ENTRIES SHOWN
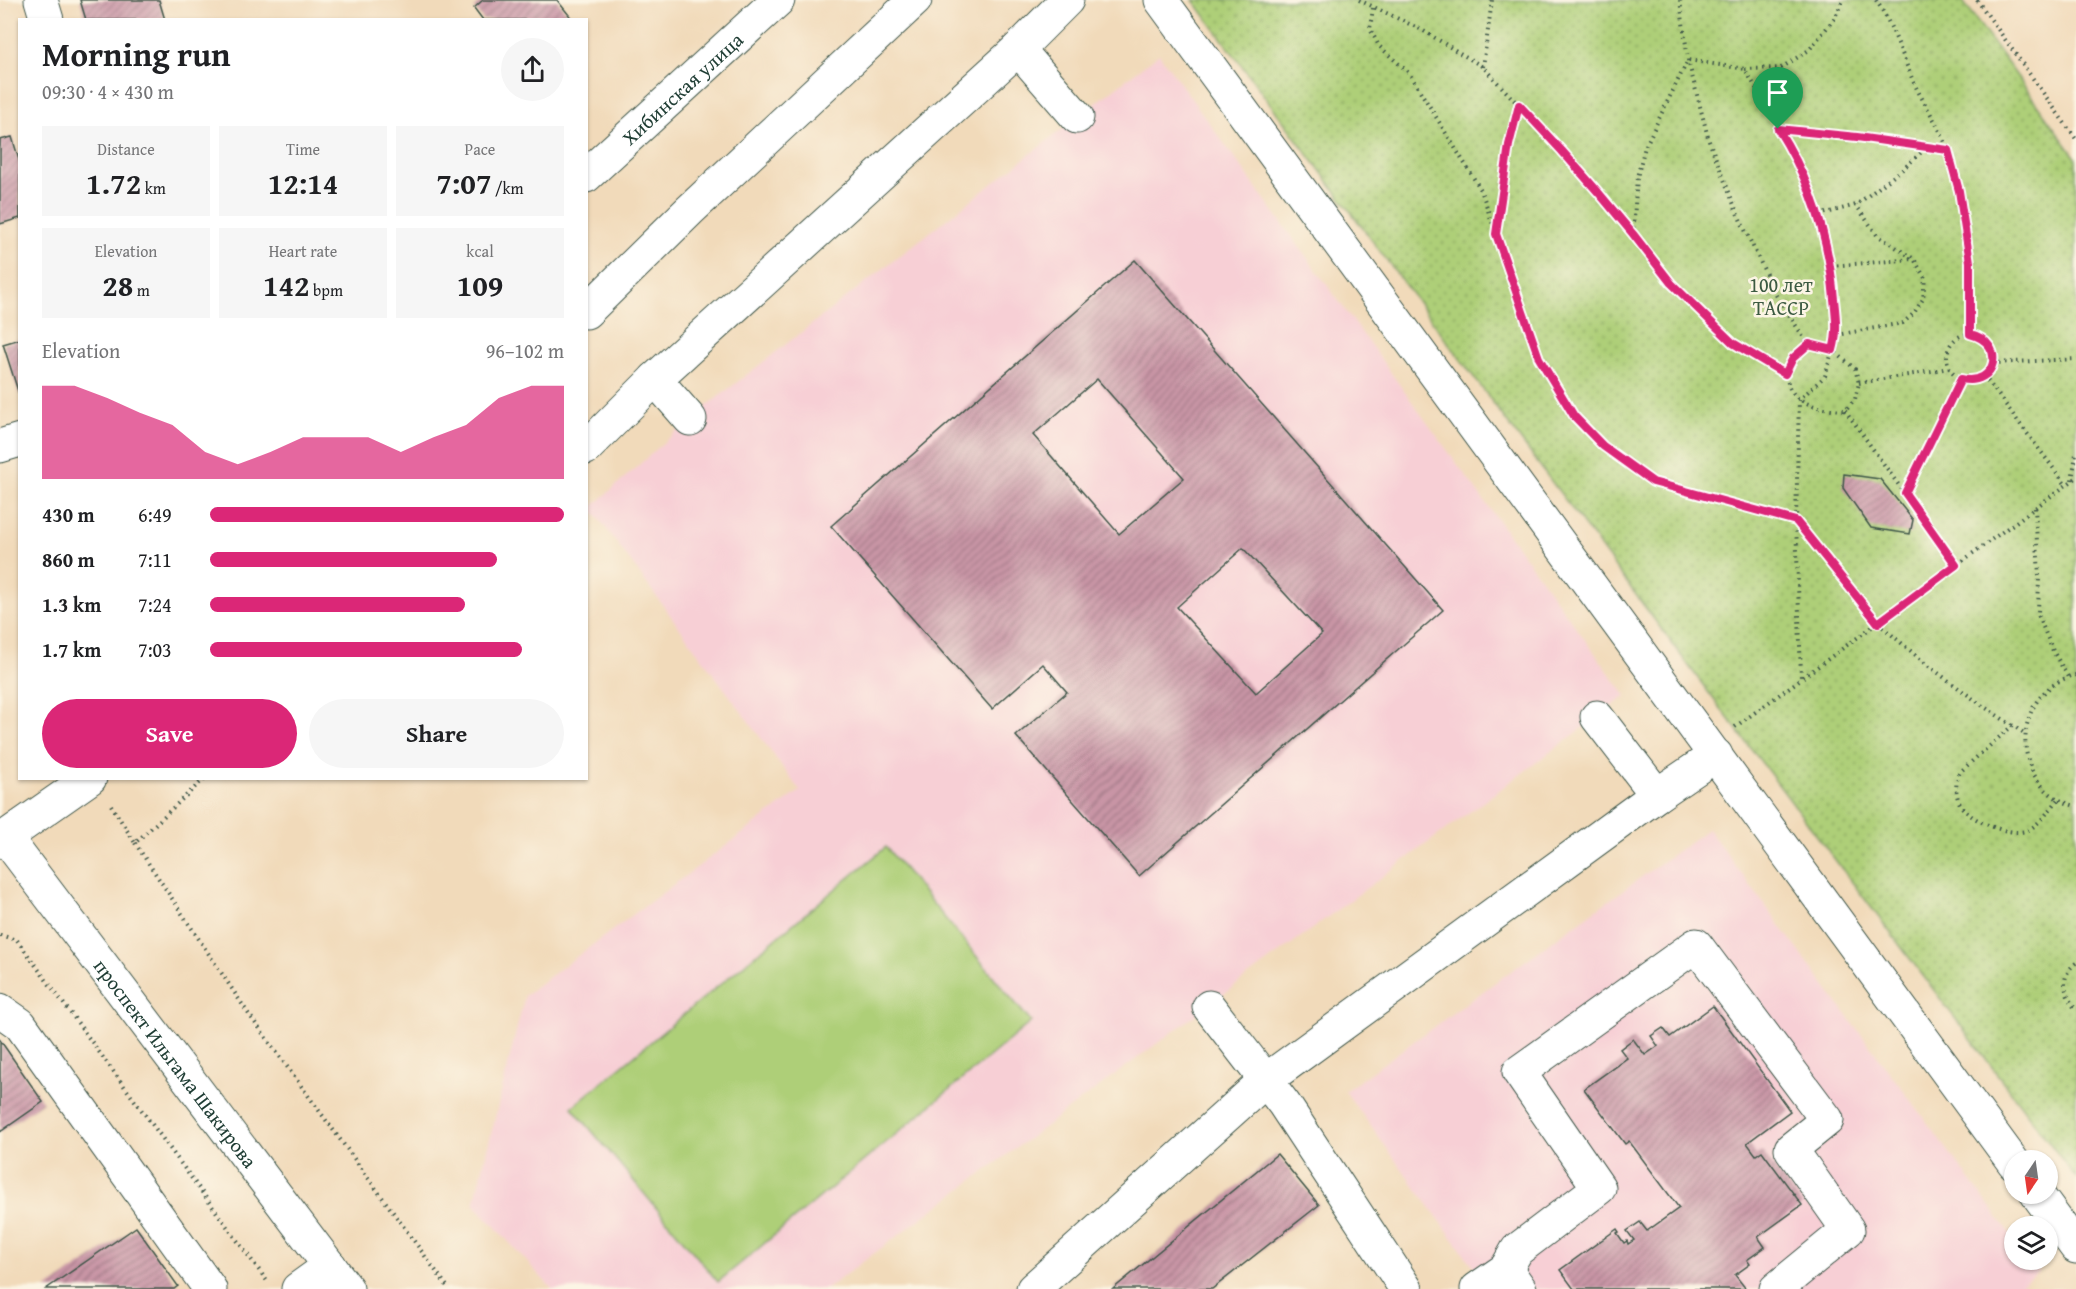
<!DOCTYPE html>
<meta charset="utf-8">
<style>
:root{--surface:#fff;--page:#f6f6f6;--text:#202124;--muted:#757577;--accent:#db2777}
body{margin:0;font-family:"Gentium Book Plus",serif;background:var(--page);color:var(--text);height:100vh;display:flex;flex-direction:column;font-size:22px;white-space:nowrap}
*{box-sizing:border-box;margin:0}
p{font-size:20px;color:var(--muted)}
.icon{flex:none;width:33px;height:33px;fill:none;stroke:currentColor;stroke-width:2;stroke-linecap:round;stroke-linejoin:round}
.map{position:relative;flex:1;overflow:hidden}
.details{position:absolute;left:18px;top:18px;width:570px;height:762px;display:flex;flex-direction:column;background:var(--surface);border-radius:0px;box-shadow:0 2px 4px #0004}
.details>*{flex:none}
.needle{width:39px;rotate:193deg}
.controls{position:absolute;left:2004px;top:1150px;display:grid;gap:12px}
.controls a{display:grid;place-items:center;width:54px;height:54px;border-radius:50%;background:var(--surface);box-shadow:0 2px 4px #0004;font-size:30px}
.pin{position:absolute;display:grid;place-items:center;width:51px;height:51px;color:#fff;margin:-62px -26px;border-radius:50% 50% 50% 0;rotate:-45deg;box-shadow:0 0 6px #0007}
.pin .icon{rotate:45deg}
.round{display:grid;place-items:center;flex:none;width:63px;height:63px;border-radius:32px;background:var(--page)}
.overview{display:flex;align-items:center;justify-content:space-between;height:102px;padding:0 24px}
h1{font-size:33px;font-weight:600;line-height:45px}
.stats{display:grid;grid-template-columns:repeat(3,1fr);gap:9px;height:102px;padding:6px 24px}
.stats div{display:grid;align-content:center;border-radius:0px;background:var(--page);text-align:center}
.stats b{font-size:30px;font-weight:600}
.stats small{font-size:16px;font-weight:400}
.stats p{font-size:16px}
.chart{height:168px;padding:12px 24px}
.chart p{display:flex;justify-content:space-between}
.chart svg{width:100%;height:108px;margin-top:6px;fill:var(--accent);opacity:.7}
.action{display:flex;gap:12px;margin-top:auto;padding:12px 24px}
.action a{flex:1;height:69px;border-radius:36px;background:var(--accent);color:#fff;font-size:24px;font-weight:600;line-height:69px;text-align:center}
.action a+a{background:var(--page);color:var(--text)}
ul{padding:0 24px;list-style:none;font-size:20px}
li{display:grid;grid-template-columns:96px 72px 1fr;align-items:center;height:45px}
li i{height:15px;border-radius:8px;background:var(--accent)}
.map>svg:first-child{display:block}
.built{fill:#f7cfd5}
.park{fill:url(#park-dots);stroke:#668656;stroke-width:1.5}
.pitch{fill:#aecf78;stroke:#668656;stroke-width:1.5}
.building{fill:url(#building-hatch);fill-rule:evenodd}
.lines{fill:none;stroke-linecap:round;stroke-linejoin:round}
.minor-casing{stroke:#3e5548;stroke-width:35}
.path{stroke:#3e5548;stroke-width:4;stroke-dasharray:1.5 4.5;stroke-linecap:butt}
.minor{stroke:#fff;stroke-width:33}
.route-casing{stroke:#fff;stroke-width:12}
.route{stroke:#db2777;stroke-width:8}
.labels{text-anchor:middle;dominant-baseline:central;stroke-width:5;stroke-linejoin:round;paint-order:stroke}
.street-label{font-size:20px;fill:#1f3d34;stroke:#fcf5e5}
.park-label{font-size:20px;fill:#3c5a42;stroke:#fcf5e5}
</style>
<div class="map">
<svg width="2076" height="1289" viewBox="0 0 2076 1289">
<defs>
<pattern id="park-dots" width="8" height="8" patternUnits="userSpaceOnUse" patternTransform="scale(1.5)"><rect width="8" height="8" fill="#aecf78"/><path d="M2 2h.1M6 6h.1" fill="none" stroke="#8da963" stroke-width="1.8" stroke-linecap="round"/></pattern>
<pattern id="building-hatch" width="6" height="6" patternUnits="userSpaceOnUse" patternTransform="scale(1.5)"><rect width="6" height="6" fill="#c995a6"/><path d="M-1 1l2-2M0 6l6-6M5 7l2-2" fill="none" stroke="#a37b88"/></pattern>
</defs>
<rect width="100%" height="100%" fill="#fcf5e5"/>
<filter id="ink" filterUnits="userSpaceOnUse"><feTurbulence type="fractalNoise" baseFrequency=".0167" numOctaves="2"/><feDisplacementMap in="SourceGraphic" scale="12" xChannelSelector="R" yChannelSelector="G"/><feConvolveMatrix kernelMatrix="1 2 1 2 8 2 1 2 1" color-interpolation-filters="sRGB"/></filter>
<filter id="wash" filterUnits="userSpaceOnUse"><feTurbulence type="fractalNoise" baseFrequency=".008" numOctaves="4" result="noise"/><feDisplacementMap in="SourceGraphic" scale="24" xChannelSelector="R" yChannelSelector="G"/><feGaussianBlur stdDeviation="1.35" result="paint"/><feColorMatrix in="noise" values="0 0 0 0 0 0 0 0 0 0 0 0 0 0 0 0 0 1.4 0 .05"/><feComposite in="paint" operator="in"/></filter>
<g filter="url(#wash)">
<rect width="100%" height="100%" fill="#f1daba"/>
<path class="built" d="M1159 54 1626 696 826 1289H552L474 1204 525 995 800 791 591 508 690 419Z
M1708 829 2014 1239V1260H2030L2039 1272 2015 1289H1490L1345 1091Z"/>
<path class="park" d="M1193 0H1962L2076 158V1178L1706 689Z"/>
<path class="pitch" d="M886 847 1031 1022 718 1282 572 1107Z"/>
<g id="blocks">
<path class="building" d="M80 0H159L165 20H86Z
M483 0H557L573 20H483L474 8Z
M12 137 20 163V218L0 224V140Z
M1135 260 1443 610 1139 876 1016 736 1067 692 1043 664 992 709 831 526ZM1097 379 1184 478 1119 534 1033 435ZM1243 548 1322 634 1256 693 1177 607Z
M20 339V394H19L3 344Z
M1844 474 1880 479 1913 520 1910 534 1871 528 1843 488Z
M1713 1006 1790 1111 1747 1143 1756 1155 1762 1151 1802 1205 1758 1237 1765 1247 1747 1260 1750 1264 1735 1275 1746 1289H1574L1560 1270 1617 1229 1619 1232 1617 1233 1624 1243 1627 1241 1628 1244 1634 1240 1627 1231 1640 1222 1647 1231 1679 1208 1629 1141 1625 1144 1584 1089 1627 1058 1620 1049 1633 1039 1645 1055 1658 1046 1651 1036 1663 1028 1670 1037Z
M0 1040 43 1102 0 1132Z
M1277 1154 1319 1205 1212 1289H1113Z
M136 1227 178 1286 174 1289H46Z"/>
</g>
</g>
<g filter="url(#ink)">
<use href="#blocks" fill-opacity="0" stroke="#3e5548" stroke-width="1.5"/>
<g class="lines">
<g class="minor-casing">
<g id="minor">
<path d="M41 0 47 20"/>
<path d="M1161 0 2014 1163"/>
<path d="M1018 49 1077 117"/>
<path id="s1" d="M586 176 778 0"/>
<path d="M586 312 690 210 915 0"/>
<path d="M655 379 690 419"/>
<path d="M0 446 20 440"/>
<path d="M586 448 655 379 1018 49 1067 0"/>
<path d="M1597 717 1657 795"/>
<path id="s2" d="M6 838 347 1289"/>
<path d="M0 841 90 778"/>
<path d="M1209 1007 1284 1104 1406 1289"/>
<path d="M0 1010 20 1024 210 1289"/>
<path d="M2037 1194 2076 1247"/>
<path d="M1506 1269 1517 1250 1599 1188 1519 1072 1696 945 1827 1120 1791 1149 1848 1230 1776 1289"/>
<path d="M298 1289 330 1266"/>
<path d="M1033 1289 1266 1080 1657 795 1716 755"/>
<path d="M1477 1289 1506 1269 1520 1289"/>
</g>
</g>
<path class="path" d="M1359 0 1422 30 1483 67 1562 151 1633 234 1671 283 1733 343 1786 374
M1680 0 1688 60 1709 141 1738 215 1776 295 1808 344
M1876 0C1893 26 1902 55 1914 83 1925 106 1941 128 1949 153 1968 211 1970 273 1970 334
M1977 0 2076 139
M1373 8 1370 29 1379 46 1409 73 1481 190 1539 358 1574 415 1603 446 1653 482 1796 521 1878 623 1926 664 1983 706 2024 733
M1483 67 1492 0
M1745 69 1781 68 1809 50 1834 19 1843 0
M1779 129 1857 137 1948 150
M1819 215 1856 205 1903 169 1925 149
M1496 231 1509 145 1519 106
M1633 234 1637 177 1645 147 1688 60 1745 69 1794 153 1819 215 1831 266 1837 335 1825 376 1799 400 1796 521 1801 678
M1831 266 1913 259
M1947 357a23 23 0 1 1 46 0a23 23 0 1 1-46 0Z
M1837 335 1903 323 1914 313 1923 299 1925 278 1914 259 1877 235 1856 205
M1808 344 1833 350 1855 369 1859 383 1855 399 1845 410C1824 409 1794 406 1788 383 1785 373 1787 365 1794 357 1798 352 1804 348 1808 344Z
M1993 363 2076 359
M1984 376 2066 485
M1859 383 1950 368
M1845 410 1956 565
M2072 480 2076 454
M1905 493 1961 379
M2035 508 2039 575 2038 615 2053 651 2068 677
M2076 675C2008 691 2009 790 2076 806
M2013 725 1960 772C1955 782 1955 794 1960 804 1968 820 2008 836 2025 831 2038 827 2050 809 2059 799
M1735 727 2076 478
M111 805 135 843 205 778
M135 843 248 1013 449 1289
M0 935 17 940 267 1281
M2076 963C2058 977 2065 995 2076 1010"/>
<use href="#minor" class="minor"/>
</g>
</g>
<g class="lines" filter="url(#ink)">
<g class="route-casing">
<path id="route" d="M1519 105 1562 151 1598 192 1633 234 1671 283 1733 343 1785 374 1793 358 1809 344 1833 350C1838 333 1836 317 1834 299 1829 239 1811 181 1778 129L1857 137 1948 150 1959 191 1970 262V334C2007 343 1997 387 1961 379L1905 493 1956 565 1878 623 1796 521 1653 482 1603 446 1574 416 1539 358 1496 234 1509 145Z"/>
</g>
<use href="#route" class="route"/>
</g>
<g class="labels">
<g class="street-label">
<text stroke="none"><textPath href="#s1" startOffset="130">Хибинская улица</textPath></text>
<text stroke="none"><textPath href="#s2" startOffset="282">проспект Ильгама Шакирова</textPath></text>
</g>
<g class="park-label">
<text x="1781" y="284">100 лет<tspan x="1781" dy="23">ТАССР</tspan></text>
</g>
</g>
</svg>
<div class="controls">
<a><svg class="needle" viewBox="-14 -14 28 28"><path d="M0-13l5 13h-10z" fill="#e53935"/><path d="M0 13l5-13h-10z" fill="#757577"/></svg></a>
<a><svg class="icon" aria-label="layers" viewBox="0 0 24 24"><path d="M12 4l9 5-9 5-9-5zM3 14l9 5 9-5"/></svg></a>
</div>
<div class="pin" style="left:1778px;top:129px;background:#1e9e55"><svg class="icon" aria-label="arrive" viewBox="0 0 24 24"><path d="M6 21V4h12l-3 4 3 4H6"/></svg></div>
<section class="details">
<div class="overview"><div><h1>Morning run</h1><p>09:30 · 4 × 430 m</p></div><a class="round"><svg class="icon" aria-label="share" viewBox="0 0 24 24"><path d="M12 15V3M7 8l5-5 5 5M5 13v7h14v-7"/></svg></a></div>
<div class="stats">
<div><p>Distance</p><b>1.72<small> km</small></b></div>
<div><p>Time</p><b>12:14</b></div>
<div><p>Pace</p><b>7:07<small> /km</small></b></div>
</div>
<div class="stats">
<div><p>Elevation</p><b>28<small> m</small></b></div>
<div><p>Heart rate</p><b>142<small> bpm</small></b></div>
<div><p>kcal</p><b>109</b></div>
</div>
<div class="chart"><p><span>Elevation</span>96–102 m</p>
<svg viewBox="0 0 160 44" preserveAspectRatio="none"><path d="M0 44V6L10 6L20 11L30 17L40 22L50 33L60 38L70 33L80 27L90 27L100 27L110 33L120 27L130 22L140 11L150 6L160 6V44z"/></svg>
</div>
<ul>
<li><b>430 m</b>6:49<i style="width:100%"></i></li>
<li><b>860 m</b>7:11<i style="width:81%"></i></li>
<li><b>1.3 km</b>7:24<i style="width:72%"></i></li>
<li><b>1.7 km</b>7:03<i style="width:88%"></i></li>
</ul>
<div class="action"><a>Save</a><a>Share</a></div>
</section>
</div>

REQUIREMENT
What is asked for is an exact copy of the lines above from the one containing "M1373 8 1370" through the one containing "M2035 508 2039 575 2038 615 2053 651 2068 677", and only those.

TASK SOLUTION
M1373 8 1370 29 1379 46 1409 73 1481 190 1539 358 1574 415 1603 446 1653 482 1796 521 1878 623 1926 664 1983 706 2024 733
M1483 67 1492 0
M1745 69 1781 68 1809 50 1834 19 1843 0
M1779 129 1857 137 1948 150
M1819 215 1856 205 1903 169 1925 149
M1496 231 1509 145 1519 106
M1633 234 1637 177 1645 147 1688 60 1745 69 1794 153 1819 215 1831 266 1837 335 1825 376 1799 400 1796 521 1801 678
M1831 266 1913 259
M1947 357a23 23 0 1 1 46 0a23 23 0 1 1-46 0Z
M1837 335 1903 323 1914 313 1923 299 1925 278 1914 259 1877 235 1856 205
M1808 344 1833 350 1855 369 1859 383 1855 399 1845 410C1824 409 1794 406 1788 383 1785 373 1787 365 1794 357 1798 352 1804 348 1808 344Z
M1993 363 2076 359
M1984 376 2066 485
M1859 383 1950 368
M1845 410 1956 565
M2072 480 2076 454
M1905 493 1961 379
M2035 508 2039 575 2038 615 2053 651 2068 677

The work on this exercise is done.